We aren't drawing sharp scientific conclusions in these forums. In most cases I’ve seen the suite mentioned, it was in the context of asking whether features are in widespread use at all in order to estimate the impact of a breaking change. This is an “order of magnitude” sort of question, one for which I think the suite in its current form is entirely adequate.
That said, getting more apps into the suite certainly wouldn’t hurt.

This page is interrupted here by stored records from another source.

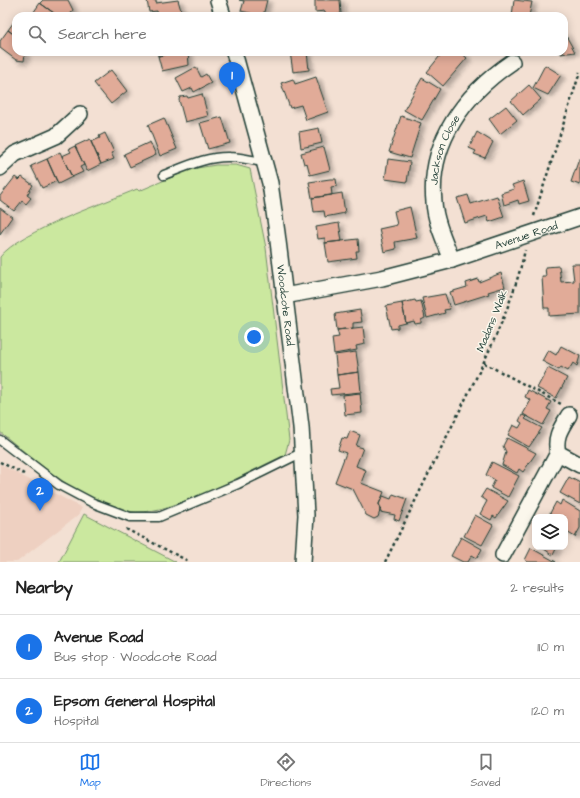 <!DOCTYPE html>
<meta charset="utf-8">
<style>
body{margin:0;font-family:"Architects Daughter",sans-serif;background:#f2f2f2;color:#222}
.controls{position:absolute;right:12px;bottom:12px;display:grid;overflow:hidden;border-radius:8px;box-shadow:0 2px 10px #0003}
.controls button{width:36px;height:36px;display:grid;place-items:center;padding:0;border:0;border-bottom:1px solid #e0e0e0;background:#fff;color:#222;font:20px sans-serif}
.you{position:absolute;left:254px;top:337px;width:14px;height:14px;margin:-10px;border:3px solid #fff;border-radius:50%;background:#1a73e8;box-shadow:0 0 0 6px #1a73e833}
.badge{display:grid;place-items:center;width:26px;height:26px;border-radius:50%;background:#1a73e8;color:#fff;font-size:13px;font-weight:700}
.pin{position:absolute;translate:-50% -33px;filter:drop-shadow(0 1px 2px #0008)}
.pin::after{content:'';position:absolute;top:21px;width:14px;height:12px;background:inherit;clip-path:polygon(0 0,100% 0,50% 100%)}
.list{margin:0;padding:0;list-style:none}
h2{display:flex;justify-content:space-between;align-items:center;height:52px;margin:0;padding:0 16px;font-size:17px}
h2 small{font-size:13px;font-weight:400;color:#767676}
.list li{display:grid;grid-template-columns:26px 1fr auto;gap:12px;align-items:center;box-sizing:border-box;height:64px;padding:0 16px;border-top:1px solid #e0e0e0}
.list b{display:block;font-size:15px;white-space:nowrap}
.list p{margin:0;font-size:13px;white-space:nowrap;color:#767676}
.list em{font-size:13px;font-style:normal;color:#767676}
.icon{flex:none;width:22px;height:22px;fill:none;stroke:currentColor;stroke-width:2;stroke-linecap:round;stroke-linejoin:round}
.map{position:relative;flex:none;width:580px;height:562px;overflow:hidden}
.search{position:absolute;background:#fff;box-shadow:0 2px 10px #0003;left:12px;right:12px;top:12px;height:44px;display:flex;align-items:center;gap:10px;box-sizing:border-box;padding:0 14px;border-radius:12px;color:#767676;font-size:15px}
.sheet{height:180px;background:#fff}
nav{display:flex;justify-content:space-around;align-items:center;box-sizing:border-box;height:56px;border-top:1px solid #e0e0e0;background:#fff;font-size:11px;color:#767676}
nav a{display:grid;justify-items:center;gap:2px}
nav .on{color:#1a73e8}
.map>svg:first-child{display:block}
.built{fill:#eed0c1}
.green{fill:#cbe89f;stroke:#75926a}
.building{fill:#e1ab98;stroke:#1f3d34;filter:url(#shadow)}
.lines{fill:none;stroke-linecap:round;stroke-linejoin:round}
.service-casing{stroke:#1f3d34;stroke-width:11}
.minor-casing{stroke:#1f3d34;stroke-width:18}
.path{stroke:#1f3d34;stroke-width:2.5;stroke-dasharray:3 3;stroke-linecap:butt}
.service{stroke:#fbf7ec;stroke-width:8}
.minor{stroke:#fbf7ec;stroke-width:15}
.labels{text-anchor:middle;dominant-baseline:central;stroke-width:3;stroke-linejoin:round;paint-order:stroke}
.street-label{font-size:11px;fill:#1f3d34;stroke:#fbf7ec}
</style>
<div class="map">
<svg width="580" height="562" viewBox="0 0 580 562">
<defs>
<filter id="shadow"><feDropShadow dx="4.5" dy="2.5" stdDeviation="2" flood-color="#0004"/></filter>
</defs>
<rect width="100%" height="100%" fill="#f3e0d3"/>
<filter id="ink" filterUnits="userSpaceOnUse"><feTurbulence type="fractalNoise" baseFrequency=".025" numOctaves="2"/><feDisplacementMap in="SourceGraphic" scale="8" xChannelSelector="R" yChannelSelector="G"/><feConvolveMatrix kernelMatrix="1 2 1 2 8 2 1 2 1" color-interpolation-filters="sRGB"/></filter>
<g filter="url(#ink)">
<!-- built -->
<path class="built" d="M0,464L82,508L78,515L17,562H0Z"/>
<!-- green -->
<path class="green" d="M216,165H236L250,169L266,248L289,440L285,455C248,472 176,513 136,512C90,510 35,460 0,432V257C20,231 105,203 137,189L139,191L191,169Z
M84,514L176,562H59Z"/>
<!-- building -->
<path class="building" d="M43,0H68L73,10L69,16H58L40,3Z
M147,0H156V3L178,0L182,14L158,16L157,11L149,12Z
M239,0H267L263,16L241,11L244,1Z
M315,0H340L341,14L325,16V11L315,12Z
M514,0L532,2L529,16H512Z
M40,3L58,16H31Z
M16,19V36L8,30Z
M8,30L16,36V52H21L25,54L24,61L16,60L0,48V41Z
M564,32L575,52L561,54L560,52H564Z
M157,52H179L158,56Z
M179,52H188L189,65L162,71L158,56Z
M290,52H307L309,70L293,72Z
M443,52H460L467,58L443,86L427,72Z
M545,65L561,75L548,95L533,88Z
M196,67L201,77L206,74L211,83L194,92L192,88L183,92L176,78Z
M111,70L127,91L111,104L94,83Z
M316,77L328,112L306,120L301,105L290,108L281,83L293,79L295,84Z
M422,78L440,89L422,120L404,110Z
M529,85L541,99L523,115L511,101Z
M202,94L208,116L185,122L179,100L180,97L187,96L188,98Z
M506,106L517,120L500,134L489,119Z
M401,116L421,123L410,158L389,152Z
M222,117L230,143L208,149L200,123Z
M164,118L177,149L160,156L148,125Z
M319,128L322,143L301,148L299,132Z
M477,132L493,142L485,158L474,154L476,151L469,148Z
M105,133L114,152L111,153L114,159L101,164L91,142L100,138L99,136Z
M90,139L101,164L87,171L75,146Z
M150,142L156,155L130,167L124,154Z
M75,146L84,165L80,167L83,172L72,177L62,156L71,152L69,149Z
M324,147L330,170L310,175L307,163L304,164L301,153Z
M60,152L72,177L58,184L47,159Z
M47,159L57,181L42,188L31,166Z
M388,159L410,162L407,182L385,179Z
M579,159H580V185L571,182Z
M15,177L19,180L22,177L33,185L27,195L31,198L26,204L22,201L14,211L0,200V196Z
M330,179H336L337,186L331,187L332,195L312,198L309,182Z
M523,181L529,201L519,204L518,200L504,205L501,193L514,189L512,185Z
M342,193L345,213L325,217L324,211L314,212L312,198Z
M468,195L471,204L497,196L504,217L489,222L487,216L465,223L457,198Z
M410,207L417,238L395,242L396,249L384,252L379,229L397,225L394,211Z
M0,208L12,217L0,234Z
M339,223L342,241L325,243V238L318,239L316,227Z
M358,239L359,251H356L357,258L328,262L325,243Z
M572,264H580V314L549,316V308H544L542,277H546L545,267L559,266L561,282L574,281Z
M501,273L505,287L488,292L489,294L454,305L450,292L467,287L466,283L478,279L479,282Z
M445,294L450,309L444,310L445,313L427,318L422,298Z
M415,300L416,302L421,301L425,318L421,320V323L415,324L414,321L406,323L402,303Z
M402,303L406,323L398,325V328L391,329L386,306Z
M360,310L362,322L353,323V328L337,330L335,314Z
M363,327L365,344L356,346L357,350L334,354L332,338L339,337L337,330Z
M561,346L580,356L577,366L573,363L568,371L561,367L559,370L542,361L548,350L556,355Z
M356,352L359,372L337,375L335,355Z
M548,368L567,378L556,398L537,388Z
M359,372L361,392L331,395L330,389L339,388L337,375Z
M528,390L551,402L547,409L551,411L543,425L523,414L531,400L525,397Z
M360,393L362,413L345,415L343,395Z
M522,415L527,417L525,419L542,428L529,447L508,435L513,425L519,428L522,423L519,421Z
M350,431L360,435L356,446L363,448L356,466L366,470L361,483L384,492L379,504L381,508L378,517L374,519L366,515L353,489L335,482L346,453L338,450L342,438L347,439Z
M507,438L536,453L523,472L519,469L517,473L502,465L506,452L503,446Z
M492,462L519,476L508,497L491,488L495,480L486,475Z
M569,477L580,483V504L560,493Z
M486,489L508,501L496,518L493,516L491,520L480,514L487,501L481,497Z
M393,494L407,499L399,521L394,519L395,515L380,512L379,504L383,496L391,499Z
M562,500L580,511V528L575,537L565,531V517L549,515L556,502L560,505Z
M475,515L493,525L482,545L464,536Z
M461,537L482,549L477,558L472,555L468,562H463L451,556Z
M541,547H557L553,555Z
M531,548L556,562H528L525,560Z"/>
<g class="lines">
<!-- service casing -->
<g class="service-casing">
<path id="service" d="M164,175C185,167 207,156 230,157C241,157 253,161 264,162
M0,440L59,485L93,503L130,517H159L238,484L303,452"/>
</g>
<!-- minor casing -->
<g class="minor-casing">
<g id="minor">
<path d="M218,0L223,16"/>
<path id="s1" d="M234,52L270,183L277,233L301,427L306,515L303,562"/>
<path d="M0,168L15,154L56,136L80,114"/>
<path id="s2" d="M452,260C445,242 435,221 434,202C428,142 465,94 512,62"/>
<path id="s3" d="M284,296L382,278L452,260L580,217"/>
<path d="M569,415C561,428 554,437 558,453L580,465"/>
<path d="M503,555L558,453"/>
</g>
</g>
<!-- path -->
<path class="path" d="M534,216L580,72
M484,363L561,404
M0,462L24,474
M126,529L190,562
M385,562C409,514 432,466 456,418C483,364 512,309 525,250"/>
<!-- service -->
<use href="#service" class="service"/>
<!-- minor -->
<use href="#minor" class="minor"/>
</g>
</g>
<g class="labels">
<!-- street labels -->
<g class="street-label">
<text stroke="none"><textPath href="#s2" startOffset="115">Jackson Close</textPath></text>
<text stroke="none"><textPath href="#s3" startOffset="250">Avenue Road</textPath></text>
<text stroke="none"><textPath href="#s1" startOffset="259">Woodcote Road</textPath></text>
<text transform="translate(492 321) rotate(-68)">Madans Walk</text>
</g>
</g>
</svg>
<div class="controls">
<button><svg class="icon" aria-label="layers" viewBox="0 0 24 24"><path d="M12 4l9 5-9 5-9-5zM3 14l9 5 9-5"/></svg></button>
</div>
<div class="you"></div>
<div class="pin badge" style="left:232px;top:95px">1</div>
<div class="pin badge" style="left:40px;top:511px">2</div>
<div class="search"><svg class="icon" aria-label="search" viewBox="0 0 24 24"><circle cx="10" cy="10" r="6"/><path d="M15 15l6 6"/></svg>Search here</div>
</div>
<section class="sheet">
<h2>Nearby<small>2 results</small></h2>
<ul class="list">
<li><span class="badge">1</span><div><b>Avenue Road</b><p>Bus stop · Woodcote Road</p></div><em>110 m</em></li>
<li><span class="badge">2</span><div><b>Epsom General Hospital</b><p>Hospital</p></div><em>120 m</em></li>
</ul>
</section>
<nav>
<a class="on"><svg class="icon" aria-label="map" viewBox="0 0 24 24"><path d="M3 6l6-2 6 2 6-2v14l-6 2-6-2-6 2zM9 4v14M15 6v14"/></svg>Map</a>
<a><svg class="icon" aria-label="directions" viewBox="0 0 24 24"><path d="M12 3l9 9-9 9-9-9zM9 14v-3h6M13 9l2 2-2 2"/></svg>Directions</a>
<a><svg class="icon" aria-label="saved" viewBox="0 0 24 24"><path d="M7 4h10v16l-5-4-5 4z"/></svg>Saved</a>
</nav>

I'll second what Paul just said, and I'll add that the Core Team knows that the source compatibility suite isn't a representative sample of Swift code. Even the complete set of open-source Swift projects wouldn't be representative — open-source Swift projects tend to be small pure-Swift libraries, but Swift code on the whole is often part of a larger project, often a mixed-source project, and that project is usually an app. The source-compatibility suite is an easy-to-acquire piece of evidence about the impact of a change, but it's far from dispositive.
Still, the thing was made as a test suite to catch implementation mistakes, and the fact that it’s starting to factor into peoples’ decisions when designing language features is something we really need to think about.
The compatibility suite is not perfect, but it is the best source of real-world Swift code we have. It's biased towards frameworks rather than apps, to be sure. But in designing a language feature, I'm not sure that's even a problem. It is certainly less flawed than general GitHub searches, which tend to disproportionately favor sample or toy or example rather than real-world use cases.
In general, you should think of the compatibility suite as similar to a good suite of tests. No matter how good they are, tests only prove the presence of bugs, not their absence. In the same way, the compat suite proves the presence of compatibility issues, not their absence.
This means that passing the suite is necessary, but not sufficient, to justify a change that is known in theory to break source. If the suite reveals extensive breakage, then that would rule a change out. If it shows minimal or no breakage, it means you might be able to break source with a very strong justification (for example, in the face of a serious correctness issue encouraged by an API).
We should also strive to avoid, and to be skeptical of, bold claims made without evidence (for example, that there are huge swathes of GPL-licensed Swift code out there). We should therefore encourage, not discourage, use of evidence from the compatibility test suite in arguments for or against evolution proposals. We just need to be aware of exactly what finding or not finding compat suite evidence actually means.